Keeping every line intact, repeat the data word for word.

**COLLECTED DATA:**
┌──

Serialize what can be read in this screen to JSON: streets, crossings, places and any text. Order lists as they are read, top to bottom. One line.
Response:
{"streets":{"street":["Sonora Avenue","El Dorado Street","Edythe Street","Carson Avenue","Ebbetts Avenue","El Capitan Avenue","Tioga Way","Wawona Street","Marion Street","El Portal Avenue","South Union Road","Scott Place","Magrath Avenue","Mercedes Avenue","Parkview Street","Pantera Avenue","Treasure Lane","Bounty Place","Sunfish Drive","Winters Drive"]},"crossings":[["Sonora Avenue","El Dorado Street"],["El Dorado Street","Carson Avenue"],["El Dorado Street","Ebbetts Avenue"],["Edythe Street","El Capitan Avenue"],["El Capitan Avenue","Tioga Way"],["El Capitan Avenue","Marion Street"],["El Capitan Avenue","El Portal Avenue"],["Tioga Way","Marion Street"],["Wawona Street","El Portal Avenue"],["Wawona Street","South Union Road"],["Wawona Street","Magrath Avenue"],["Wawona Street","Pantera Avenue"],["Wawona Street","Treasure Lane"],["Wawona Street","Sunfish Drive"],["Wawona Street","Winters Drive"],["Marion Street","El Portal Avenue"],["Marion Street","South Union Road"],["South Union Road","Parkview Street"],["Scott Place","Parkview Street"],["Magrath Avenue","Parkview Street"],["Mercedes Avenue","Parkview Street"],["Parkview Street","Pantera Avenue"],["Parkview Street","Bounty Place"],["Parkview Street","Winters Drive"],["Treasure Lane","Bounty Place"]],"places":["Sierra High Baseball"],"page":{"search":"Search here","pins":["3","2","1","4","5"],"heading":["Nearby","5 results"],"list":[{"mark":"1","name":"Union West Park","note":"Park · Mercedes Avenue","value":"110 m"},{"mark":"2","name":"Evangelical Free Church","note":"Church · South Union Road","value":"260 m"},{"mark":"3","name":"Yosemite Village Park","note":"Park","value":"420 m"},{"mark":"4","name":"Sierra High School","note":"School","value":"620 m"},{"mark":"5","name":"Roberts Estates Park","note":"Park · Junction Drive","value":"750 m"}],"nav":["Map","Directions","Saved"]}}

└──

**SOLUTION TO THIS PROBLEM:**
Serialize what can be read in this screen to JSON: streets, crossings, places and any text. Order lists as they are read, top to bottom. One line.
Response:
{"streets":{"street":["Sonora Avenue","El Dorado Street","Edythe Street","Carson Avenue","Ebbetts Avenue","El Capitan Avenue","Tioga Way","Wawona Street","Marion Street","El Portal Avenue","South Union Road","Scott Place","Magrath Avenue","Mercedes Avenue","Parkview Street","Pantera Avenue","Treasure Lane","Bounty Place","Sunfish Drive","Winters Drive"]},"crossings":[["Sonora Avenue","El Dorado Street"],["El Dorado Street","Carson Avenue"],["El Dorado Street","Ebbetts Avenue"],["Edythe Street","El Capitan Avenue"],["El Capitan Avenue","Tioga Way"],["El Capitan Avenue","Marion Street"],["El Capitan Avenue","El Portal Avenue"],["Tioga Way","Marion Street"],["Wawona Street","El Portal Avenue"],["Wawona Street","South Union Road"],["Wawona Street","Magrath Avenue"],["Wawona Street","Pantera Avenue"],["Wawona Street","Treasure Lane"],["Wawona Street","Sunfish Drive"],["Wawona Street","Winters Drive"],["Marion Street","El Portal Avenue"],["Marion Street","South Union Road"],["South Union Road","Parkview Street"],["Scott Place","Parkview Street"],["Magrath Avenue","Parkview Street"],["Mercedes Avenue","Parkview Street"],["Parkview Street","Pantera Avenue"],["Parkview Street","Bounty Place"],["Parkview Street","Winters Drive"],["Treasure Lane","Bounty Place"]],"places":["Sierra High Baseball"],"page":{"search":"Search here","pins":["3","2","1","4","5"],"heading":["Nearby","5 results"],"list":[{"mark":"1","name":"Union West Park","note":"Park · Mercedes Avenue","value":"110 m"},{"mark":"2","name":"Evangelical Free Church","note":"Church · South Union Road","value":"260 m"},{"mark":"3","name":"Yosemite Village Park","note":"Park","value":"420 m"},{"mark":"4","name":"Sierra High School","note":"School","value":"620 m"},{"mark":"5","name":"Roberts Estates Park","note":"Park · Junction Drive","value":"750 m"}],"nav":["Map","Directions","Saved"]}}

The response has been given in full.